[Brief]
Report each line from the records where the string "Jardines" turns up.

[Information provided]
'''
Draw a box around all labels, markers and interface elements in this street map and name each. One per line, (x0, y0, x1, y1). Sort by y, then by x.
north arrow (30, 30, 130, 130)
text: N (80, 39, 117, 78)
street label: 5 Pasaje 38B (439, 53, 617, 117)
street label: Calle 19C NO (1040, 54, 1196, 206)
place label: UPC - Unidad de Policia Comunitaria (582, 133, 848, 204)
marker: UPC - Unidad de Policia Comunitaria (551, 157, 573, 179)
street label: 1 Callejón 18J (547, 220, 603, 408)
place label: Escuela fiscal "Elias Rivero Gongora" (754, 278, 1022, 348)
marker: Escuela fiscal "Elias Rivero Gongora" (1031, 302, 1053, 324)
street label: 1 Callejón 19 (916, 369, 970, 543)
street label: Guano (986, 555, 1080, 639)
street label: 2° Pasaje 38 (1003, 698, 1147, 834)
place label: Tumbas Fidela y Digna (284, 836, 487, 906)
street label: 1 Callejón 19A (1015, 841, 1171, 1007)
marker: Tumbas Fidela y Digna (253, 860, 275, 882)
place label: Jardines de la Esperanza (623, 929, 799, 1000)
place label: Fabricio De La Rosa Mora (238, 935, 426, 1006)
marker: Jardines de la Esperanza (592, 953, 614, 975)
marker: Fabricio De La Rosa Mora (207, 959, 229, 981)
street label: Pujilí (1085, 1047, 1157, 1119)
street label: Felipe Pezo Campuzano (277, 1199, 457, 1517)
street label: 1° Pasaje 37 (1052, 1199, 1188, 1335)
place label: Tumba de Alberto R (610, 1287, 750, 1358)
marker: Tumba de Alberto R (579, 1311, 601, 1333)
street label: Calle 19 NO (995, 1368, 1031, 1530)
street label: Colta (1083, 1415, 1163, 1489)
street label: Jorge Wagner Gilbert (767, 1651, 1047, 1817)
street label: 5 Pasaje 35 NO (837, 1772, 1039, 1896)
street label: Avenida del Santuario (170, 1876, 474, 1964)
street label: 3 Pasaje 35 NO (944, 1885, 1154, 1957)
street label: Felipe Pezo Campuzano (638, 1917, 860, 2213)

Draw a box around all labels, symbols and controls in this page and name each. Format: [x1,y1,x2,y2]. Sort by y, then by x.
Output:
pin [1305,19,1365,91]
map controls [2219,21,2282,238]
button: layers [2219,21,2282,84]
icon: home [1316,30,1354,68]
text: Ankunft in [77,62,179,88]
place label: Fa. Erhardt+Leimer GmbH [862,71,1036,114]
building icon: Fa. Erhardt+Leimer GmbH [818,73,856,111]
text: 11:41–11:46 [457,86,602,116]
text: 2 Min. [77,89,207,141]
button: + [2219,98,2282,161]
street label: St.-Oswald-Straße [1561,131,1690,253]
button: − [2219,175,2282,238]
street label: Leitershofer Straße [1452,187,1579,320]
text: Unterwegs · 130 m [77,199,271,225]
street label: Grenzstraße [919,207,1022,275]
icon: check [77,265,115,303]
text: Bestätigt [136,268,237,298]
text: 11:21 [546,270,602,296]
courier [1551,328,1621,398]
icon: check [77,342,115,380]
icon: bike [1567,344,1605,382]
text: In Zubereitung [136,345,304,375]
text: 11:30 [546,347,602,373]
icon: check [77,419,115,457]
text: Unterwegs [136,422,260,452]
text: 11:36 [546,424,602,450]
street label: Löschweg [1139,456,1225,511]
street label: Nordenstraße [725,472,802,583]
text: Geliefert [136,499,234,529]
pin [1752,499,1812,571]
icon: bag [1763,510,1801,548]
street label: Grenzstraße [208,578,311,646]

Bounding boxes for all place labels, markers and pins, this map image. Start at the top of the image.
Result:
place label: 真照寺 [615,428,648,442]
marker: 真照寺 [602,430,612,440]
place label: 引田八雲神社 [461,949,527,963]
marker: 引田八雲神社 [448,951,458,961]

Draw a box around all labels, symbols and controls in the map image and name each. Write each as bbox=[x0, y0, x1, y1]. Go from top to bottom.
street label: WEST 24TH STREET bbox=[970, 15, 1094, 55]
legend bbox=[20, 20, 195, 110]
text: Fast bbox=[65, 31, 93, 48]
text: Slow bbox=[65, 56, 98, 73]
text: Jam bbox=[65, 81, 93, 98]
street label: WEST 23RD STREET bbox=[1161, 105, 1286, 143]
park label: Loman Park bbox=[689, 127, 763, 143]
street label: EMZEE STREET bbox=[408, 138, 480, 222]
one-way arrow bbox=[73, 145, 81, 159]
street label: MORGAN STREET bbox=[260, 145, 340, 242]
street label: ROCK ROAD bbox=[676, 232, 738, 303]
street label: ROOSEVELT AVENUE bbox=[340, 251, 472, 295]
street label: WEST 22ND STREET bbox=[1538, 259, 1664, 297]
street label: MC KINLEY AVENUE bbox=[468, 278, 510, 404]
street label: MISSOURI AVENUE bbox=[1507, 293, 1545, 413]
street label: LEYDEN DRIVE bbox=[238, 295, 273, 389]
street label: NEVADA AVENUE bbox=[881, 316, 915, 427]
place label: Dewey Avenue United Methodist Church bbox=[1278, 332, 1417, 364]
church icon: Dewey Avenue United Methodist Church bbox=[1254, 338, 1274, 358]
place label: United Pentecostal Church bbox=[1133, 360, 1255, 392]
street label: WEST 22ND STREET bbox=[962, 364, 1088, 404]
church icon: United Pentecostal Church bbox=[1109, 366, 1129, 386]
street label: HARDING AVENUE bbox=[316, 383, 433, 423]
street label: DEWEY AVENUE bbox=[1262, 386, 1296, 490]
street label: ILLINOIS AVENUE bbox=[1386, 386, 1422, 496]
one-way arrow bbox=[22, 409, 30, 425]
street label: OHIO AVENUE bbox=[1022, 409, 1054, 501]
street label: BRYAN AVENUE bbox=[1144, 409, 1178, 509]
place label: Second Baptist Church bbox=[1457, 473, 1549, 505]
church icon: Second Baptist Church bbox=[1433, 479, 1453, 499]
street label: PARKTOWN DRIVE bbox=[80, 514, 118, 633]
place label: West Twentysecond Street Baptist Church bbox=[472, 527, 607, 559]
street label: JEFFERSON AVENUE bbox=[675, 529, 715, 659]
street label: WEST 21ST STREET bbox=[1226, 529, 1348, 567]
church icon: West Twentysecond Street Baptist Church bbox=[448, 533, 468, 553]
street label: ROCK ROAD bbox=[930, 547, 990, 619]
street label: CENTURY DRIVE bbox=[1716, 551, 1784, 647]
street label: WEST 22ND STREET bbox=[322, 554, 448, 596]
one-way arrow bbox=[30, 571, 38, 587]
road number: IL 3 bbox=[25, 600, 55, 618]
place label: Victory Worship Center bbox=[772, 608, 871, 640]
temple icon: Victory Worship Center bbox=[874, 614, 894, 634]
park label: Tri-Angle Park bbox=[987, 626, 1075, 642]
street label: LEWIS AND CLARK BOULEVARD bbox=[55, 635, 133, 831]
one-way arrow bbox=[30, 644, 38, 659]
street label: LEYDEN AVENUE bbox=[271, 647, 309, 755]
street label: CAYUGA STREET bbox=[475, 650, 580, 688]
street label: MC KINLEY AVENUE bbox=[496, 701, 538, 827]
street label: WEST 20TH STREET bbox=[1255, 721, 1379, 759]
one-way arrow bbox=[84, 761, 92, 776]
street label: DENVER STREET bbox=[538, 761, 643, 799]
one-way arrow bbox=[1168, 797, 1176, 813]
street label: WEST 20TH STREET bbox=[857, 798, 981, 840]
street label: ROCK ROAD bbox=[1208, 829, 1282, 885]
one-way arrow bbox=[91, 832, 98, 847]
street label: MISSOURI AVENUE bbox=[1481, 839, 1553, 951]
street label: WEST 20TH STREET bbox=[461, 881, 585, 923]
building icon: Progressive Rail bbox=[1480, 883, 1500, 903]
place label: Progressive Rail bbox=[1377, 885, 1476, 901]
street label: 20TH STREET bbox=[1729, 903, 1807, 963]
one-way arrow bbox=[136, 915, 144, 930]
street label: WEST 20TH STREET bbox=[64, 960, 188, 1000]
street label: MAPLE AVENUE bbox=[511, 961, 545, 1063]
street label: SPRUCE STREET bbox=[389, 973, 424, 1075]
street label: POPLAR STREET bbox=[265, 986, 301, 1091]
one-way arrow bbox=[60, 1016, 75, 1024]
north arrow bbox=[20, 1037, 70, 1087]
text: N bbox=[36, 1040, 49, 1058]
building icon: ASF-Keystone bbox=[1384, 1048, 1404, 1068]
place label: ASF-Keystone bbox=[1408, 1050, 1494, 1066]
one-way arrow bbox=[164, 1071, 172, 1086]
'''
[Task response]
place label: Jardines de la Esperanza (623, 929, 799, 1000)
marker: Jardines de la Esperanza (592, 953, 614, 975)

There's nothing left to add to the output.